Spring 2008, Tue/Thur 2:30-3:45pm, room 1289


AnHai Doan, contact information available from my homepage. Office hours: Tue/Thur: 3:45-4:30pm and by appointment (pls send email, thanks).

Course Description
The official name of this course is "Data models and Languages", a legacy name left over from the past. For this semester, what I intend to cover is interesting material that is not covered in 564 or 764, and that is relevant to research and industrial development going on today in the broad context of data management.

Prerequisites: Undergraduate knowledge of relational databases is highly recommended. If not, you should be willing to do a "crash course" on the topic in the first few weeks. The recommended books for the crash course are: The Cow Book, or The Complete Book.

Course Format
The course meets twice a week to discuss research papers. You are required to read the specified paper before each lecture and attend the lectures. There will be three exams, spread roughly evenly throughout the semester, and a project.

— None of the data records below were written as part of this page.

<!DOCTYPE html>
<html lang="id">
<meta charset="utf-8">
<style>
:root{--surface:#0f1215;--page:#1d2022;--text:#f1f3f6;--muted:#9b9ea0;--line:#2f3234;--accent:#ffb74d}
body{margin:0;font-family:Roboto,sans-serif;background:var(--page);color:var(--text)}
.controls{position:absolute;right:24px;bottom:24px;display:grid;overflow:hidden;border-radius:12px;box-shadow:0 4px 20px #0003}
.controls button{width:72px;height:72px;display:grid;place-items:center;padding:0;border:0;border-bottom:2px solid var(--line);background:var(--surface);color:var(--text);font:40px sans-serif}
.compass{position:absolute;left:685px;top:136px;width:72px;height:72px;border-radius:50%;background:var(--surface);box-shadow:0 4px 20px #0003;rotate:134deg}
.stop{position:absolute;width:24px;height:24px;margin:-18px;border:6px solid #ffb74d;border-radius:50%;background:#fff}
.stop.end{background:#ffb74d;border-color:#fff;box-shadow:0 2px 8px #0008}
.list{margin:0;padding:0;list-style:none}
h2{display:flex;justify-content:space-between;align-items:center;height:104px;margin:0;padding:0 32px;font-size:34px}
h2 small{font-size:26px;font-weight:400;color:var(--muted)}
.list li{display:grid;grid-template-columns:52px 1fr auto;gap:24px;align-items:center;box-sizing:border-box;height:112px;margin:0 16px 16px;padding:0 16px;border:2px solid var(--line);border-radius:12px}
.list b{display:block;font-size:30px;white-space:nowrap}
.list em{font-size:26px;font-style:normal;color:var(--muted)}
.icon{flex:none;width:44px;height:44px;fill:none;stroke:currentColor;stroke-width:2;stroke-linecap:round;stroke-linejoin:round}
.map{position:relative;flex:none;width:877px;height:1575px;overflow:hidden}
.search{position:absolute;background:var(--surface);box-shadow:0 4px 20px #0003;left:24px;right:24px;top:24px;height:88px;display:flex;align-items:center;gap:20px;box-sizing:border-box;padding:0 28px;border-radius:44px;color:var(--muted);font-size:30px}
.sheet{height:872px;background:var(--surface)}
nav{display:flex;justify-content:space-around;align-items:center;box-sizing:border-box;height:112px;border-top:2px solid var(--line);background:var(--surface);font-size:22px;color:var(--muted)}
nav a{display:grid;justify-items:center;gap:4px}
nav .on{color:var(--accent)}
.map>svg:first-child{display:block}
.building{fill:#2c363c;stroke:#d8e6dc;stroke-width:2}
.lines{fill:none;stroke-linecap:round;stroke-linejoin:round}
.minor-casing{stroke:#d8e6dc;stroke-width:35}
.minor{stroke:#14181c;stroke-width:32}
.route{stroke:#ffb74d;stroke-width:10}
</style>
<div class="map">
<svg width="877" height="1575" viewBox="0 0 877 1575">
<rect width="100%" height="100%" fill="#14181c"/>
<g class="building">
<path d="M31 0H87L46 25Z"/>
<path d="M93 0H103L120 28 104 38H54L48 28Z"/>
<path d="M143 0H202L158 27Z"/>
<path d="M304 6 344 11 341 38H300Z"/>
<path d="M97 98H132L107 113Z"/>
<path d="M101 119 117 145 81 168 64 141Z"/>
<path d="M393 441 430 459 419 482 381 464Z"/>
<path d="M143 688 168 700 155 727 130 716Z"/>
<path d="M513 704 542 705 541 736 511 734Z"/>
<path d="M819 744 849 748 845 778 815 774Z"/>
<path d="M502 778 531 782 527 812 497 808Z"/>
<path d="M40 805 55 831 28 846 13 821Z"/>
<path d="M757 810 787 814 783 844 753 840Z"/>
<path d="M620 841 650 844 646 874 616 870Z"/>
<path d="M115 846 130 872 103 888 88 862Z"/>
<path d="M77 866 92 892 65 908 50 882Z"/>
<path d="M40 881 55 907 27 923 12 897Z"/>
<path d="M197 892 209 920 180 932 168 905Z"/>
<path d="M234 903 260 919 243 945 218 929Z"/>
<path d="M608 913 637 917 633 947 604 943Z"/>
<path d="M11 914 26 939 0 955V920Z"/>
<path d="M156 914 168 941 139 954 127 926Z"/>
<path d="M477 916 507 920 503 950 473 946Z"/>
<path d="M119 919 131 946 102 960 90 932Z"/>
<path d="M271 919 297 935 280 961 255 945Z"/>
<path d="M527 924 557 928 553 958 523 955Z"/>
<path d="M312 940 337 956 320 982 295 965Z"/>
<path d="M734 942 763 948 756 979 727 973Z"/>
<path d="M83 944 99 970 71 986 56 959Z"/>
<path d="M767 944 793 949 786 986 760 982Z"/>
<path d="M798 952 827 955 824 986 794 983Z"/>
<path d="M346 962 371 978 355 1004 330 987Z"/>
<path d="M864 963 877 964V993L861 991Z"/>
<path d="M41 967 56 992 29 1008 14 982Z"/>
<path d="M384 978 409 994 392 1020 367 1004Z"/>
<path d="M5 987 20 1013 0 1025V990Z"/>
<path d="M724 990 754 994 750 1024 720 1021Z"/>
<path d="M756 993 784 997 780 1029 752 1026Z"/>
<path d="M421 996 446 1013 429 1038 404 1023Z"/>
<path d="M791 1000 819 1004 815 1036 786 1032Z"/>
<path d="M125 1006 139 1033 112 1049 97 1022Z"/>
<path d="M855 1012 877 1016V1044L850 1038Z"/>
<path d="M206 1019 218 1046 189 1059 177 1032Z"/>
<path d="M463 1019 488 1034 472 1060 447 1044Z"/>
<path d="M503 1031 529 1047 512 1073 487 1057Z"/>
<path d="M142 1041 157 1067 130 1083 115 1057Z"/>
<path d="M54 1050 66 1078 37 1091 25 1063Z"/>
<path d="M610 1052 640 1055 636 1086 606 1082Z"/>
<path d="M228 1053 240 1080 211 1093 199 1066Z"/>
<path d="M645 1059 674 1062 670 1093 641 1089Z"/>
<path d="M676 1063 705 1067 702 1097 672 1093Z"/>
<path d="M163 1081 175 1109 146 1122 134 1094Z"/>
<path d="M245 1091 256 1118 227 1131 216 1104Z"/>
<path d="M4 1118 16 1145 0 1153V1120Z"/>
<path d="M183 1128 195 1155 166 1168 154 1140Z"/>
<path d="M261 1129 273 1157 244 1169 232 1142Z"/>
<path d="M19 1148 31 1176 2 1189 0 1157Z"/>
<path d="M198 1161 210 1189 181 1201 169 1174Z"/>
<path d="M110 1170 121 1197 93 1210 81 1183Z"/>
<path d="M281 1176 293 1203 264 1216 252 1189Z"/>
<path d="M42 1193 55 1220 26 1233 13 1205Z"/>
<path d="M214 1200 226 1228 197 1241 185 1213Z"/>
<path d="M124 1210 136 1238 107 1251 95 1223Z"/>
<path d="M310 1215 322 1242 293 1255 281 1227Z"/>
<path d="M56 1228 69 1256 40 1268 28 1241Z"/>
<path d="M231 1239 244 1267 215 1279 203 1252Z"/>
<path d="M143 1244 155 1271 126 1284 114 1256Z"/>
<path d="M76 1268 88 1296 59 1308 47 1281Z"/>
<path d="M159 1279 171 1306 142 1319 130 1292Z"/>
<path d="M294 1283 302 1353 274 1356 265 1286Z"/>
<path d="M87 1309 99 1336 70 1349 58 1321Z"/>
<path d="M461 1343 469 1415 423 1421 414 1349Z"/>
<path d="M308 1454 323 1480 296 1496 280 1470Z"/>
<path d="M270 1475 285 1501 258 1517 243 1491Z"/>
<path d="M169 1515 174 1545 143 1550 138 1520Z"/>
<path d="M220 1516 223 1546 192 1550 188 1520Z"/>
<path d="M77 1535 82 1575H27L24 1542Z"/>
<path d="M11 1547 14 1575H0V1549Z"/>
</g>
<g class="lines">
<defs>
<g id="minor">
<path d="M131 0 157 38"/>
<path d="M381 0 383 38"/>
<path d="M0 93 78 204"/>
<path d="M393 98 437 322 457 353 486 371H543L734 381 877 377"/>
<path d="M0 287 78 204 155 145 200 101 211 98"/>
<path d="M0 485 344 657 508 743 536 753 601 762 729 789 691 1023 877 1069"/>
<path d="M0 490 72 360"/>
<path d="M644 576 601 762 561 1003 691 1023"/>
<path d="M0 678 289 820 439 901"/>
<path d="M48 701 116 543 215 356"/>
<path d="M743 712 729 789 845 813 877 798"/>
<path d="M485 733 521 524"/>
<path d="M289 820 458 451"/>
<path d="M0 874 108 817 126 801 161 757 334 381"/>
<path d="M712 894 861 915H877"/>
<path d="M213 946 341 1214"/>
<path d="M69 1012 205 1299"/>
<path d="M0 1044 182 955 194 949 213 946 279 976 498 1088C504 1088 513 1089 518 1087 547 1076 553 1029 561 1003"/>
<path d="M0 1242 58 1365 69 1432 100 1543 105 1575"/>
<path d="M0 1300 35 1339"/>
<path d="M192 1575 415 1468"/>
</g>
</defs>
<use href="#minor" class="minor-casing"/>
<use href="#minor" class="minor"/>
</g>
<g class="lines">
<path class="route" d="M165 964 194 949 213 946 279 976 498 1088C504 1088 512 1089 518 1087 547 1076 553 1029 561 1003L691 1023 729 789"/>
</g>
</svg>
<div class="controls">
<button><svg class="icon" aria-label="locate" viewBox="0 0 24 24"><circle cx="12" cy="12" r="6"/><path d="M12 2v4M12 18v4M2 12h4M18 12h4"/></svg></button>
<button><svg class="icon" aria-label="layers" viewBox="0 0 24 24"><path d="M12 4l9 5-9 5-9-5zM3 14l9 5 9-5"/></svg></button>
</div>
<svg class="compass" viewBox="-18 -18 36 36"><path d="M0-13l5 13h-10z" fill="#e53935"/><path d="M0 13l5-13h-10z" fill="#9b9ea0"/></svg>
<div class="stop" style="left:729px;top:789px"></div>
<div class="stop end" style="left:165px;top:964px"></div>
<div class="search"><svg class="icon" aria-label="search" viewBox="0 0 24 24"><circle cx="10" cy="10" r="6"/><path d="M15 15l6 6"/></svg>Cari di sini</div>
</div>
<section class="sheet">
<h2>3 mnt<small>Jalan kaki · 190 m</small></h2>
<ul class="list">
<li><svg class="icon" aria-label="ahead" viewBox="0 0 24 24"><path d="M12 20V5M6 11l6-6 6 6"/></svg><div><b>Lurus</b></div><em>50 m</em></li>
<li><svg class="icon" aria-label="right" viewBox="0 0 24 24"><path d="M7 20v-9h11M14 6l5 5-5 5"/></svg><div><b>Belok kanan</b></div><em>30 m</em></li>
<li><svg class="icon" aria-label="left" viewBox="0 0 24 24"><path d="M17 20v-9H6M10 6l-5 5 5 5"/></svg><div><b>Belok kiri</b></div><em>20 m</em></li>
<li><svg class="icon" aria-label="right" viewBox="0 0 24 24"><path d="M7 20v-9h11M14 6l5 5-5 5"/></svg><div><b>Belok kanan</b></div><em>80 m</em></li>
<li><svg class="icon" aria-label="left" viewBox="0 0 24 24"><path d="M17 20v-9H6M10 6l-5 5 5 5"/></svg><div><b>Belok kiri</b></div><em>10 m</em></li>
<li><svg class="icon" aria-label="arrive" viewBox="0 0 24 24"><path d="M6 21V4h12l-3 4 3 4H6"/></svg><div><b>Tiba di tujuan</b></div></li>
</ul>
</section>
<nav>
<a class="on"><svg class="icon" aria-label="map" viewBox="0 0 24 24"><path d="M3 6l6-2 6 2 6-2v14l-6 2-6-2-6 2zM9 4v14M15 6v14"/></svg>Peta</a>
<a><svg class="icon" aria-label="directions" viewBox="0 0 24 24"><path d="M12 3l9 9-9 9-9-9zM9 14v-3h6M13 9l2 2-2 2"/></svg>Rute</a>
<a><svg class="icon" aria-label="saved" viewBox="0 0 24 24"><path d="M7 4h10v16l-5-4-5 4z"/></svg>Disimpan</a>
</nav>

First exam: Tue Feb 26, in class at usual time/room,
Second exam: Tue Apr 8, in class at usual time/room,
Third exam: Tue May 13, in class at usual time/room.
Other important dates: Jan 29: no class; March 18, 20: no class, spring break; last class is May 8.

Grade: the three exams and the project will each be worth 25% of the grade.

Course Schedule
The paper list is below (may be revised slightly as the course progresses). Each paper will be covered in 1-2 lectures.

Intro to the class (read Sections 1-2 of the Cimple paper)
On the universality of data retrieval languages
Deductive databases (Datalog), Ullman notes
Evaluation of recursive programs
Managing information extraction
You can find the SIGMOD tutorial, from which I created the above lecture here.
Datalog applied to information extraction
Data integration: Several chapters from a textbook-in-progress on data integration (you must have received this by now):

wiki/Web 2.0/mass collaboration
IR overview
Web search, Pagerank
Web search, Google
Web search and RDBMS
Keyword search over multiple RDBMSs
Data mining: association rules
Data mining: clustering
Column store vs. row store and hardware trends, DeWitt's note
Scalable Semantic Web data management using vertical partitioning

The project submission deadline is Monday May 19, by 11am. Please email me a pdf copy of your project report AND slide a hard copy of the project report under my office door. The pdf copy is for record keeping, and the hard copy is for grading.

As discussed in the class, your project report is not required to adhere to any fixed format. If you still have any question about this, please let me know.